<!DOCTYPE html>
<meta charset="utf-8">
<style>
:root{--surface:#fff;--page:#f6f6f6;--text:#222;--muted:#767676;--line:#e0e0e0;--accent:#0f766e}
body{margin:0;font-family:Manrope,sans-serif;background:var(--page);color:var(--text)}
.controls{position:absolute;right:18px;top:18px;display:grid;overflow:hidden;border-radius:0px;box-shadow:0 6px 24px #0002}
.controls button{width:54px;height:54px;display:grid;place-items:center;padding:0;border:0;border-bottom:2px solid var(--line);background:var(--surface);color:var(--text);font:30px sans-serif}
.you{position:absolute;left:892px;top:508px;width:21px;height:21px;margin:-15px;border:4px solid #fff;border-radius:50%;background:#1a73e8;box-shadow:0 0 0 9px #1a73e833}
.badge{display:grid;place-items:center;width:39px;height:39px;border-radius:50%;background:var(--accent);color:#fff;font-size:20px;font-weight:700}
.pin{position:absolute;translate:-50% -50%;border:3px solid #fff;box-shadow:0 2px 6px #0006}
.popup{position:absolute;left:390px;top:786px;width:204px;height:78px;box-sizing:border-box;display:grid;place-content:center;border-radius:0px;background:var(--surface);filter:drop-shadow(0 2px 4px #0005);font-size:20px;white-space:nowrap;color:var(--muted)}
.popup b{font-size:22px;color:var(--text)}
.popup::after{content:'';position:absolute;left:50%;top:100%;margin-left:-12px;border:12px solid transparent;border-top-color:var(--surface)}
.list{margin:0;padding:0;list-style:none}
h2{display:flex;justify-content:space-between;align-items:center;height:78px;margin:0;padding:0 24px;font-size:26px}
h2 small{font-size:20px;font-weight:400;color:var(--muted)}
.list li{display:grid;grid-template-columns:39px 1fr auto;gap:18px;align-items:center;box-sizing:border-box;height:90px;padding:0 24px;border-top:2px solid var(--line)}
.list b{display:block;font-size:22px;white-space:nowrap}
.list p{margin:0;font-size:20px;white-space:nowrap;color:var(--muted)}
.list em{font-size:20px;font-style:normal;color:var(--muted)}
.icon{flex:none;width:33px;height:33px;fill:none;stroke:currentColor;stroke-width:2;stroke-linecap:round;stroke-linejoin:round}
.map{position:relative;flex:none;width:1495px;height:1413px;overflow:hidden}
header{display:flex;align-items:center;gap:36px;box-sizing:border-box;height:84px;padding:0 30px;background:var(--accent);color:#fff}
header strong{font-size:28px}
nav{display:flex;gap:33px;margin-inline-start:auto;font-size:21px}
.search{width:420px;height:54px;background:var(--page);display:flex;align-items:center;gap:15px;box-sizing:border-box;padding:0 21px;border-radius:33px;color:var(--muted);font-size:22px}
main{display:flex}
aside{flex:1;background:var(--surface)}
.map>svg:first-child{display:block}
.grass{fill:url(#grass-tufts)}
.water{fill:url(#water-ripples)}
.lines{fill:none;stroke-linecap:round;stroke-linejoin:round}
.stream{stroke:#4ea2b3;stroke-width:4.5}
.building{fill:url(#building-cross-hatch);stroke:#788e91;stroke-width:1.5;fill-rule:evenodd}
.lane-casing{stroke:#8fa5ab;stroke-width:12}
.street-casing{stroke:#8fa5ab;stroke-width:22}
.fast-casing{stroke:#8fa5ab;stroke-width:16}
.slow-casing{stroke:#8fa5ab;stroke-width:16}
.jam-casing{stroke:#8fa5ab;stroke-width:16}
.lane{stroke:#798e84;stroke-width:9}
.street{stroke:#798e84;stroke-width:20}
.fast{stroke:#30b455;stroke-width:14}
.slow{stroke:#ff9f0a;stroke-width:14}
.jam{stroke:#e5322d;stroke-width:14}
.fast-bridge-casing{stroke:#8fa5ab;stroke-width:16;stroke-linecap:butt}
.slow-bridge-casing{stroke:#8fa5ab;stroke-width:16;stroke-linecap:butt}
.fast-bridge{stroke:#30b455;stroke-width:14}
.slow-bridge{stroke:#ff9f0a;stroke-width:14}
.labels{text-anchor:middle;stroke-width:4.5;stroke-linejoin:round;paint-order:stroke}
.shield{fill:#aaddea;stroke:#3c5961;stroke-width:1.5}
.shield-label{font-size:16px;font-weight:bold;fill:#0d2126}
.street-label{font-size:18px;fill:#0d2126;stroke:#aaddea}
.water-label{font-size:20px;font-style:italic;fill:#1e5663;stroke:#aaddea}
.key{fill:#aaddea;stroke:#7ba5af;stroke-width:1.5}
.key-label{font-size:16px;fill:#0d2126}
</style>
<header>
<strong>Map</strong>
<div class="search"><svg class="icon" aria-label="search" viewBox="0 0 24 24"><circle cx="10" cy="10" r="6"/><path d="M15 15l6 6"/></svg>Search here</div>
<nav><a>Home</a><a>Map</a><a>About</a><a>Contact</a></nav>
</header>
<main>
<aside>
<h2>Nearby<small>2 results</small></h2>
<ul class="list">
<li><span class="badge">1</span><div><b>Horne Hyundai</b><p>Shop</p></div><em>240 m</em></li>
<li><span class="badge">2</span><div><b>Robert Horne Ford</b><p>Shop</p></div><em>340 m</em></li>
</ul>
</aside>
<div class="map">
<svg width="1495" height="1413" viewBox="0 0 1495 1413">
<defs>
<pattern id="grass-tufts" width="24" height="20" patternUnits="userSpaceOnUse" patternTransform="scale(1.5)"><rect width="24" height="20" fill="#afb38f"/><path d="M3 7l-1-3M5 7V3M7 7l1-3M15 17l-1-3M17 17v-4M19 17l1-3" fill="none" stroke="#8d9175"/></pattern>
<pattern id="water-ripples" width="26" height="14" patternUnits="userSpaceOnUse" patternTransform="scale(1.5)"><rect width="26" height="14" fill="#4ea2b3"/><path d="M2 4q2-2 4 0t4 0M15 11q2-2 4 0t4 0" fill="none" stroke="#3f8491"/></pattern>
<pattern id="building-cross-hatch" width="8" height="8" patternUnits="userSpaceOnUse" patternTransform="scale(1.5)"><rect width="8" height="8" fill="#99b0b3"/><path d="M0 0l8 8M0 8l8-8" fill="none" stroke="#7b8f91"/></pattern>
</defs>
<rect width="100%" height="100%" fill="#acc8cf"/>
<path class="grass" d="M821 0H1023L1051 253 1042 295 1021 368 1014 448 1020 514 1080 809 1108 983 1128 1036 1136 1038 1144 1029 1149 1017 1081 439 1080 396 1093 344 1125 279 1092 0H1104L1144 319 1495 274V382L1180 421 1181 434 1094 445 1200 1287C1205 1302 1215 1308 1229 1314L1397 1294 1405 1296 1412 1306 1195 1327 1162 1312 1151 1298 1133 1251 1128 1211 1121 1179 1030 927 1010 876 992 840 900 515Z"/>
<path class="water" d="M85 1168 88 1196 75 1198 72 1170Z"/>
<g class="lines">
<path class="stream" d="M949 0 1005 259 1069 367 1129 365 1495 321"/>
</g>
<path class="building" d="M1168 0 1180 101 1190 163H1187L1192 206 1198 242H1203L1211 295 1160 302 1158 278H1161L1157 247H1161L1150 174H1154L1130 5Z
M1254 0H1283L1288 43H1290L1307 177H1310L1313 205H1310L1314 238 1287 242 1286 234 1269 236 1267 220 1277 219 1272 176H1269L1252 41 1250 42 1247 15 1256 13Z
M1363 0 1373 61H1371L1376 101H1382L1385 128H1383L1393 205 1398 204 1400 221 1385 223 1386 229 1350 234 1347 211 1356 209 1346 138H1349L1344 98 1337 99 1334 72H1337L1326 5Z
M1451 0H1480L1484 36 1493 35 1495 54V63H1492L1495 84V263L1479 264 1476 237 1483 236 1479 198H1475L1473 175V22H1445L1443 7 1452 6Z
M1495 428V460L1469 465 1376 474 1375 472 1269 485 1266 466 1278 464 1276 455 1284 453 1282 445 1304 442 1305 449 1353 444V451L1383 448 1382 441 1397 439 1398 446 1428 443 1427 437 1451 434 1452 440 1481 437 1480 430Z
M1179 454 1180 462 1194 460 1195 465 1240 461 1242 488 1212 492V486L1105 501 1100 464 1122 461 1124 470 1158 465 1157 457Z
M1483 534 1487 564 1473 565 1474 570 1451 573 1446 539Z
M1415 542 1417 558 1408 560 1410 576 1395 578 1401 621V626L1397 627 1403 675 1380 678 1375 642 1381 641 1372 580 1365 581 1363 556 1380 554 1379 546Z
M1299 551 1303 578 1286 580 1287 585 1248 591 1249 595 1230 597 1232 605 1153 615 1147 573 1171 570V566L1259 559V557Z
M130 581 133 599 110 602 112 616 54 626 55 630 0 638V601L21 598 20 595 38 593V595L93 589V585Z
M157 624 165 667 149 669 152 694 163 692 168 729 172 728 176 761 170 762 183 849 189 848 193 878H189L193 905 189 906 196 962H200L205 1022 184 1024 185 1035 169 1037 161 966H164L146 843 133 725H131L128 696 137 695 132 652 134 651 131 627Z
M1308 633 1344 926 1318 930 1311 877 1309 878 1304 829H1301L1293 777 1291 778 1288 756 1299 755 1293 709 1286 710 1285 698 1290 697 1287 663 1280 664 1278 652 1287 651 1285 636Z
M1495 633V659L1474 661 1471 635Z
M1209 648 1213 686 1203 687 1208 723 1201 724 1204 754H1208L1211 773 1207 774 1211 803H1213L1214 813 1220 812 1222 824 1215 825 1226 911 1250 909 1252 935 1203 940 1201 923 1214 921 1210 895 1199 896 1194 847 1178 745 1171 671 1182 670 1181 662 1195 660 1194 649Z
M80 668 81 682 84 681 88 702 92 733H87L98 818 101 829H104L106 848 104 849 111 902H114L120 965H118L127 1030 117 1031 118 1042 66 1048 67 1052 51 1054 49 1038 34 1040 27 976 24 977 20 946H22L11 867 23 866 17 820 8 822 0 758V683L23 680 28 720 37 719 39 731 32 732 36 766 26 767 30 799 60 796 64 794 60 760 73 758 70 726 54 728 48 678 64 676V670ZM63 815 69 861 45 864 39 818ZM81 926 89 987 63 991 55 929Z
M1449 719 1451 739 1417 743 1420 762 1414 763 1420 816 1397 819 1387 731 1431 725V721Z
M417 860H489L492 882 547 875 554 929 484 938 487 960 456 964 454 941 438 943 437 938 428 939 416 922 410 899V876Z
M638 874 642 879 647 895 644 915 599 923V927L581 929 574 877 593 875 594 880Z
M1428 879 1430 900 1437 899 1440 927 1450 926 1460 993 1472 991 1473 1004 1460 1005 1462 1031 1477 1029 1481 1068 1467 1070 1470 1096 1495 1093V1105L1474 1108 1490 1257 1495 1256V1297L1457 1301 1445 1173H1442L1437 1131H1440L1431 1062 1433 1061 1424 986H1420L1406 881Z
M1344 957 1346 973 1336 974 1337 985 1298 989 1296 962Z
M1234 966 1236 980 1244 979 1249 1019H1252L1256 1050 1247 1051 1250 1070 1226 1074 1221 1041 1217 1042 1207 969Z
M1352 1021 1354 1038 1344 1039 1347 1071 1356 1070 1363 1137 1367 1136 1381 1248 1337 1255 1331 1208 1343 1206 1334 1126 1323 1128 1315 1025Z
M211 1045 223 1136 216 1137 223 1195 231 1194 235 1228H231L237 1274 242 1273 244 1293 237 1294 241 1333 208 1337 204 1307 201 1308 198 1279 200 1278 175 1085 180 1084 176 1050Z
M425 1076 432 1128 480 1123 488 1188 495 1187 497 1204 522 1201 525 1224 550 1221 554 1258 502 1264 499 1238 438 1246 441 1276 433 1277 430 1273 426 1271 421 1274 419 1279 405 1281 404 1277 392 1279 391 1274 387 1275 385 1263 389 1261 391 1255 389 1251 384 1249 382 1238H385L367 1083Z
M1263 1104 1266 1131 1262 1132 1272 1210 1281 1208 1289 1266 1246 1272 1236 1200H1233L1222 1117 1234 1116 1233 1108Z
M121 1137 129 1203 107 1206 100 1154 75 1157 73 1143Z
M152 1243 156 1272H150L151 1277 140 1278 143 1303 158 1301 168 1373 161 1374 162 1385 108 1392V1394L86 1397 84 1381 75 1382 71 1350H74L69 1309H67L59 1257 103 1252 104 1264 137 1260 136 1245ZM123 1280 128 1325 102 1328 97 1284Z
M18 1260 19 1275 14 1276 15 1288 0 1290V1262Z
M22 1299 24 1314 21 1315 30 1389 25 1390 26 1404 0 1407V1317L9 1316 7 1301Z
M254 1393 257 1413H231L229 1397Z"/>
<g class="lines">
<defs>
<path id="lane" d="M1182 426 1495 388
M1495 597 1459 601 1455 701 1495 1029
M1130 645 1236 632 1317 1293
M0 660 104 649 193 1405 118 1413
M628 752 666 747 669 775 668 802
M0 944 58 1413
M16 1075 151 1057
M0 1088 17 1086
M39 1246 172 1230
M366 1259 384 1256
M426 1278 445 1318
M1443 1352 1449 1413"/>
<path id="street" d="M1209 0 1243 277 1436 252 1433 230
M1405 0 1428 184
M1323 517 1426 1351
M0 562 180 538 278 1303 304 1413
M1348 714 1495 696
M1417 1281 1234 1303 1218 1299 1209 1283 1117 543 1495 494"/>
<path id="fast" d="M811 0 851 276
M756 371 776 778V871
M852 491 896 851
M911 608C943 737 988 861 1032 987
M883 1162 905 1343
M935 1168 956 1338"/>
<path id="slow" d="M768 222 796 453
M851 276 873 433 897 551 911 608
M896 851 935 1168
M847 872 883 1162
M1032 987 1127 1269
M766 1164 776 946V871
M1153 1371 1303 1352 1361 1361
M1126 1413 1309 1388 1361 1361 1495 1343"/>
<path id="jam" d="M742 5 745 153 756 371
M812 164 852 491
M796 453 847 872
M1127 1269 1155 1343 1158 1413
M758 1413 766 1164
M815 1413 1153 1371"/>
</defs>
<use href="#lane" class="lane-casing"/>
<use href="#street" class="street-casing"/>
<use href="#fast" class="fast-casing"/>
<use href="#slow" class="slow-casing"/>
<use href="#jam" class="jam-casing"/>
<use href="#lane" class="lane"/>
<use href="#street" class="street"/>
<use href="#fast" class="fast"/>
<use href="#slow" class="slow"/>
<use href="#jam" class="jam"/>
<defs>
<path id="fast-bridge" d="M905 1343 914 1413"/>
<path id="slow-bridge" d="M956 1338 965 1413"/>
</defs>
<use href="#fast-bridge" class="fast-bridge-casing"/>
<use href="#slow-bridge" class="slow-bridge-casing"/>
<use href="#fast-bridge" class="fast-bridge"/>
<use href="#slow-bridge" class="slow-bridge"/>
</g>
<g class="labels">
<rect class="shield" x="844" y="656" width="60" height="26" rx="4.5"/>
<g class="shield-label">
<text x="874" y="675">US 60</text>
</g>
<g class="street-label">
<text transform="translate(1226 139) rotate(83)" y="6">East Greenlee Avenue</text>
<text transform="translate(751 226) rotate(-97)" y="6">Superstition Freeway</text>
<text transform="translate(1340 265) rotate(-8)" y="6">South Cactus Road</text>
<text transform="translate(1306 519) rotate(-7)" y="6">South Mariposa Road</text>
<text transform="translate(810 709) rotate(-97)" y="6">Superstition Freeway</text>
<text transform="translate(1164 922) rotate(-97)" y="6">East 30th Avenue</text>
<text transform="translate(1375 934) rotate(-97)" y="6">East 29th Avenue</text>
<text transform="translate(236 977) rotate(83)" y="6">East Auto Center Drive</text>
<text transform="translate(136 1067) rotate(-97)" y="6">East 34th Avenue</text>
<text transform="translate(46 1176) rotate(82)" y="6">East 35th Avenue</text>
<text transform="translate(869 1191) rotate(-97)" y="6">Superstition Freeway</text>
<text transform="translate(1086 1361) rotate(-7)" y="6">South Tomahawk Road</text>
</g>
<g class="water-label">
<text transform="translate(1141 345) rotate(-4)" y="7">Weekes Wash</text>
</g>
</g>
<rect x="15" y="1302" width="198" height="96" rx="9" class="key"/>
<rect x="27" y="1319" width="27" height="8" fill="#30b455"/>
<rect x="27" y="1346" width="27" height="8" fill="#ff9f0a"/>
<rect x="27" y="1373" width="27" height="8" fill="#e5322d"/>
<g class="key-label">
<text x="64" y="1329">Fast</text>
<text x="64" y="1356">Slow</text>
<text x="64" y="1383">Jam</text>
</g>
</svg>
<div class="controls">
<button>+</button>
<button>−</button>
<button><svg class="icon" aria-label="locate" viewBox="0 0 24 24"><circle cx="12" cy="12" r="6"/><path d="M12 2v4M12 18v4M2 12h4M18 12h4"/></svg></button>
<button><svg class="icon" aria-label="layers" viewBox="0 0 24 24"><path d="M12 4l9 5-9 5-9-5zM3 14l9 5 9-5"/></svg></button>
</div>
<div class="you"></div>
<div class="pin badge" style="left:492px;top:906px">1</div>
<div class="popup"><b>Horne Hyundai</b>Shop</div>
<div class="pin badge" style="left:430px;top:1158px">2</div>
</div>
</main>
+---+
EXERCISE DIRECTIONS:
Every line above from the line with "M1130 645 1236 632 1317 1293" to the line with "M1443 1352 1449", both included, must be reproduced exactly, and no other line may appear.

SOLUTION FOR THIS EXERCISE:
M1130 645 1236 632 1317 1293
M0 660 104 649 193 1405 118 1413
M628 752 666 747 669 775 668 802
M0 944 58 1413
M16 1075 151 1057
M0 1088 17 1086
M39 1246 172 1230
M366 1259 384 1256
M426 1278 445 1318
M1443 1352 1449 1413"/>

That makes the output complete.